Addressing a gathering of economists and central bankers in Jackson Hole, Wyoming, Powell said it was encouraging to see inflation had slowed – from 9.1% last summer to 3.2% last month.
But Powell stressed that some of the improvement may be temporary, and he reiterated that the Fed is determined to bring inflation back to its 2% target.
“The process still has a long way to go,” Powell said. “We are ready to increase [interest] interest rates if appropriate, and intend to keep the policy restrictive until we are confident that inflation is falling sustainably towards our target.
The central bank has already raised its benchmark interest rate from near zero in early 2022 to just over 5.25% today – in the most aggressive series of rate hikes in years. 1980.
Prior to the Jackson Hole rally, investors were betting that the Fed would leave rates unchanged at its next meeting in September. But Powell gave no assurances, saying he and his colleagues would be guided by incoming economic news.
“We’re sailing by the stars under cloudy skies,” Powell said. “We will proceed with caution when deciding whether to tighten further or, on the contrary, keep the policy rate constant and wait for further data.”
A delicate balancing act
Anyone expecting a rapid decline in interest rates would have been disappointed by Powell’s remarks. He pointed to stronger-than-expected GDP growth and robust consumer spending as signs that further rate hikes may be needed.
Rising interest rates weighed heavily on the real estate market. Mortgage rates have risen to their highest level in more than two decades and sales of existing homes have fallen sharply (although sales of new homes are on the rise).
Powell said he and his colleagues have a tricky balancing act as they decide how high interest rates need to be to get prices under control.
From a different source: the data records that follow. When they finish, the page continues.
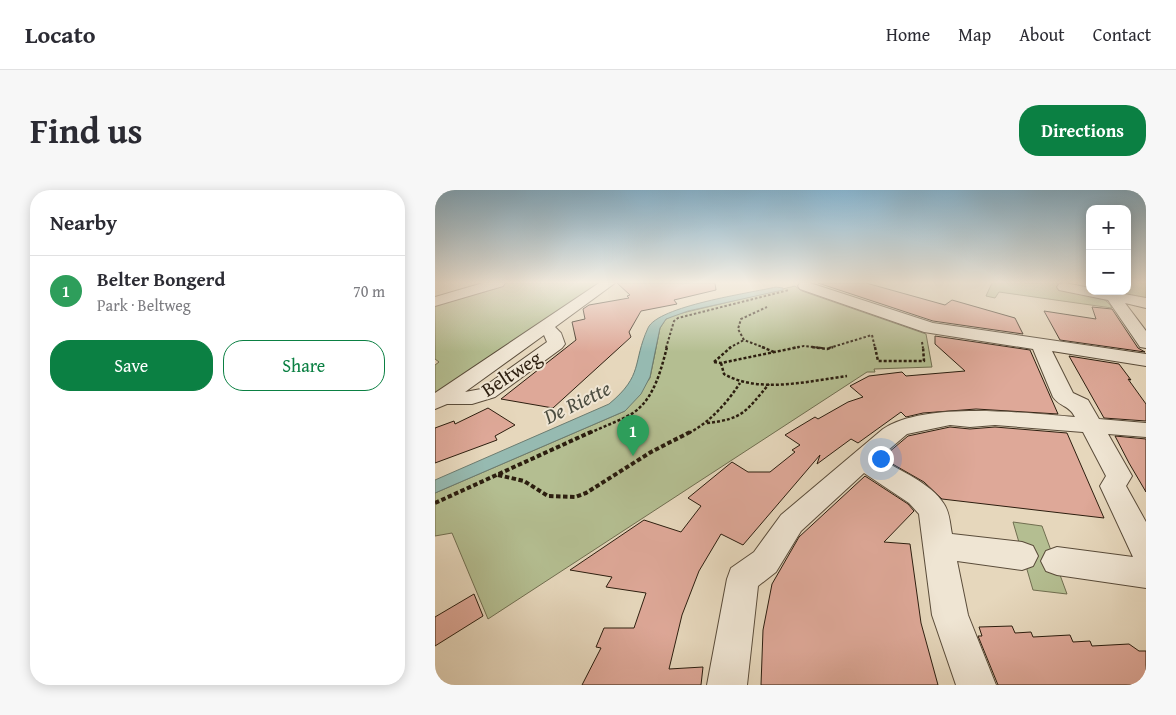 <!DOCTYPE html>
<meta charset="utf-8">
<style>
body{margin:0;font-family:"Gentium Book Plus",serif;background:#f7f7f7;color:#2b2b33}
.controls{position:absolute;right:15px;top:15px;display:grid;overflow:hidden;border-radius:10px;box-shadow:0 2px 12px #0003}
.controls button{width:45px;height:45px;display:grid;place-items:center;padding:0;border:0;border-bottom:1px solid #e1e1e2;background:#fff;color:#2b2b33;font:25px sans-serif}
.you{position:absolute;left:445px;top:268px;width:18px;height:18px;margin:-12px;border:4px solid #fff;border-radius:50%;background:#1a73e8;box-shadow:0 0 0 8px #1a73e833}
.badge{display:grid;place-items:center;width:32px;height:32px;border-radius:50%;background:#0b8043;color:#fff;font-size:16px;font-weight:700}
.pin{position:absolute;translate:-50% -41px;filter:drop-shadow(0 1px 2px #0008)}
.pin::after{content:'';position:absolute;top:26px;width:18px;height:15px;background:inherit;clip-path:polygon(0 0,100% 0,50% 100%)}
.list{margin:0;padding:0;list-style:none}
h2{display:flex;justify-content:space-between;align-items:center;height:65px;margin:0;padding:0 20px;font-size:21px}
h2 small{font-size:16px;font-weight:400;color:#7c7c81}
.list li{display:grid;grid-template-columns:32px 1fr auto;gap:15px;align-items:center;box-sizing:border-box;height:70px;padding:0 20px;border-top:1px solid #e1e1e2}
.list b{display:block;font-size:19px;white-space:nowrap}
.list p{margin:0;font-size:16px;white-space:nowrap;color:#7c7c81}
.list em{font-size:16px;font-style:normal;color:#7c7c81}
.actions{display:flex;gap:10px;padding:15px 20px}
.actions a{flex:1;padding:11px 0;border:1px solid #0b8043;border-radius:20px;text-align:center;font-size:18px;color:#0b8043}
.actions .main{background:#0b8043;color:#fff}
.map{position:relative;flex:none;width:711px;height:495px;overflow:hidden;border-radius:20px}
header{display:flex;align-items:center;gap:30px;box-sizing:border-box;height:70px;padding:0 25px;background:#fff;border-bottom:1px solid #e1e1e2}
header strong{font-size:24px}
nav{display:flex;gap:28px;margin-inline-start:auto;font-size:18px}
.intro{display:flex;align-items:center;justify-content:space-between;box-sizing:border-box;height:120px;padding:0 30px}
h1{margin:0;font-size:35px}
.button{padding:12px 22px;border-radius:20px;background:#0b8043;color:#fff;font-size:18px;font-weight:700}
main{display:flex;gap:30px;padding:0 30px}
aside{flex:1;background:#fff;border-radius:20px;box-shadow:0 2px 12px #0003}
.map>svg:first-child{display:block}
.green{fill:#b4be91;stroke:#706e50}
.water{fill:#96bab1;stroke:#6c7c70}
.building{fill:#dea898;stroke:#2c1e0f}
.lines{fill:none;stroke-linecap:round;stroke-linejoin:round}
.minor-casing{stroke:#5a4c3a;stroke-width:2}
.path-far2{stroke:#2c1e0f;stroke-width:2;stroke-dasharray:2.5 2;stroke-linecap:butt}
.path-far1{stroke:#2c1e0f;stroke-width:2.5;stroke-dasharray:3 2;stroke-linecap:butt}
.path{stroke:#2c1e0f;stroke-width:4;stroke-dasharray:4.5 2.5;stroke-linecap:butt}
.minor{fill:#efe5d3;fill-rule:evenodd}
.labels{text-anchor:middle;dominant-baseline:central;stroke-width:4;stroke-linejoin:round;paint-order:stroke}
.street-label{font-size:20px;fill:#2c1e0f;stroke:#efe5d3}
.water-label{font-size:21px;font-style:italic;fill:#4c4d40;stroke:#efe5d3}
</style>
<header>
<strong>Locato</strong>
<nav><a>Home</a><a>Map</a><a>About</a><a>Contact</a></nav>
</header>
<div class="intro"><h1>Find us</h1><a class="button">Directions</a></div>
<main>
<aside>
<h2>Nearby<small></small></h2>
<ul class="list">
<li><span class="badge" style="background:#2e9e5b">1</span><div><b>Belter Bongerd</b><p>Park · Beltweg</p></div><em>70 m</em></li>
</ul>
<div class="actions"><a class="main">Save</a><a>Share</a></div>
</aside>
<div class="map">
<svg width="711" height="495" viewBox="0 0 711 495">
<rect width="100%" height="100%" fill="#e6d7bc"/>
<filter id="stains"><feTurbulence type="fractalNoise" baseFrequency=".004" numOctaves="4"/><feColorMatrix values="0 0 0 0 .2 0 0 0 0 .09 0 0 0 0 .02 0 0 0 .5 -.17"/></filter>
<radialGradient id="worn" r=".72"><stop offset=".6" stop-color="#630" stop-opacity="0"/><stop offset="1" stop-color="#630" stop-opacity=".3"/></radialGradient>
<g class="green">
<polygon points="71,93 166,93 0,208 0,175 4,172 0,169 0,115"/>
<path d="M557,93H625L624,97C640,101 669,102 677,118L564,102L560,108L551,106Z"/>
<polygon points="692,93 711,93 711,110 691,106 689,101 692,101"/>
<polygon points="360,96 367,101 491,144 497,177 439,179 440,182 432,182 53,429 17,343 0,346 0,303 190,221 215,188 225,138 231,129 239,125"/>
<polygon points="578,332 607,336 632,404 598,400"/>
</g>
<path class="water" d="M341,97L348,98V100L253,121L231,129L225,138L215,187L206,204L190,221L0,303V290L174,214C209,185 197,173 213,138C223,116 315,103 341,97Z"/>
<g class="building">
<polygon points="182,93 280,93 281,100 239,110 242,114 206,121 194,142 196,147 118,218 66,209 141,150 137,132 150,129 148,119 154,115 194,108 192,106 195,105"/>
<polygon points="383,93 431,93 510,115 517,110 580,128 588,144 498,131"/>
<polygon points="657,117 677,119 703,158 710,162 625,150 609,121 661,129"/>
<polygon points="500,146 595,160 623,224 541,219 488,223 471,227 466,222 423,253 416,249 382,274 385,265 308,355 286,344 264,381 247,425 234,479 268,477 266,495 147,495 166,458 161,457 169,438 199,438 211,403 171,397 177,387 135,380 209,330 246,342 266,316 253,308 297,272 313,282 335,282 360,262 357,260 365,255 350,245 380,227 383,229 413,212 428,207 415,196 434,186 467,182 471,186 530,181 500,154"/>
<polygon points="634,166 684,174 696,190 693,189 711,214 711,231 669,228"/>
<polygon points="53,218 80,235 60,246 62,250 0,273 0,238 19,231 20,234"/>
<polygon points="515,237 535,239 560,237 632,243 669,328 507,309 489,292 447,268 473,246"/>
<polygon points="680,246 711,249 711,302 694,273"/>
<polygon points="430,286 473,314 479,321 449,352 475,354 486,433 503,495 326,495 328,440 337,394 364,347"/>
<polygon points="39,404 48,426 0,456 0,427"/>
<polygon points="577,436 580,443 596,442 598,447 635,445 638,452 655,451 657,456 694,454 704,461 711,461 711,495 563,495 543,446 547,446 544,437"/>
</g>
<g class="lines">
<defs>
<g id="minor">
<polygon points="48,93 70,93 68,96 0,116 0,107"/>
<path d="M164,93H180L120,137L126,143L130,154L127,158L60,207L37,214H12L0,219V203ZM109,145L112,152L46,199L30,202Z"/>
<path d="M365,93H375L498,133L711,164V176L617,161L638,203L653,210L664,229L711,233V247L673,244L697,286L691,296L711,332V398L622,385L611,381L606,371L611,361L622,357L698,367L665,296L671,286L648,242L560,235L535,237L515,235L472,244L444,268C465,281 496,293 509,314C515,323 515,335 517,344L587,352L598,356L603,366L598,376L587,380L522,371L533,425L561,495H521L497,425L484,324L474,313L429,283L366,341L341,382L323,396L312,495H272L292,389L296,378L319,362L346,325L448,239C490,211 590,223 640,227C634,215 625,217 618,207L598,159L489,142L365,99L363,96Z"/>
<polygon points="630,93 655,98 655,101 673,101 711,108 711,118 690,113 711,141 711,158 705,157 673,110 624,100 622,97 624,94"/>
</g>
</defs>
<use href="#minor" class="minor-casing"/>
<g class="path-far2">
<polyline points="487,152 488,158"/>
<polyline points="231,158 239,131 243,128 354,100"/>
<polyline points="294,158 309,150"/>
<polyline points="330,158 309,150 303,139 306,129 332,117"/>
<polyline points="358,158 369,156 387,158"/>
<polyline points="394,158 437,145 440,158"/>
</g>
<g class="path-far1">
<polyline points="327,157 339,162"/>
<polyline points="377,157 392,159 398,157"/>
<polyline points="440,157 443,171 489,171 488,157"/>
<polyline points="279,172 286,173 364,157"/>
<polyline points="279,172 296,157"/>
<path d="M286,173L289,184C324,204 374,191 412,186"/>
<path d="M272,233C309,229 311,221 334,194"/>
<path d="M155,243C169,236 185,231 198,223C219,209 226,180 232,157"/>
<path d="M254,243C275,232 292,213 305,193"/>
</g>
<g class="path">
<polyline points="63,285 89,291 113,306 140,307 151,303 216,262 257,241"/>
<polyline points="0,313 158,241"/>
</g>
<use href="#minor" class="minor"/>
</g>
<linearGradient id="sky" x2="0" y2="1"><stop stop-color="#87b6d2"/><stop offset="0.57" stop-color="#f4ede1"/><stop offset="1" stop-color="#f4ede1" stop-opacity="0"/></linearGradient>
<rect width="711" height="162" fill="url(#sky)"/>
<g class="labels">
<g class="street-label">
<text transform="translate(76 183) rotate(-33)">Beltweg</text>
</g>
<g class="water-label">
<text transform="translate(142 212) rotate(-26)">De Riette</text>
</g>
</g>
<rect width="100%" height="100%" filter="url(#stains)"/>
<rect width="100%" height="100%" fill="url(#worn)"/>
</svg>
<div class="controls">
<button>+</button>
<button>−</button>
</div>
<div class="you"></div>
<div class="pin badge" style="left:198px;top:266px;background:#2e9e5b">1</div>
</div>
</main>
“Doing too little could allow above-target inflation to take hold,” he said. “Too much could also hurt the economy unnecessarily.”
A survey of business economists released earlier this week showed nearly three-quarters believe the Fed’s interest rate policy is “about right.” Nearly 70% of forecasters surveyed say they are at least “somewhat confident” in the Fed’s ability to achieve a “soft landing”, curbing inflation without tipping the economy into a recession.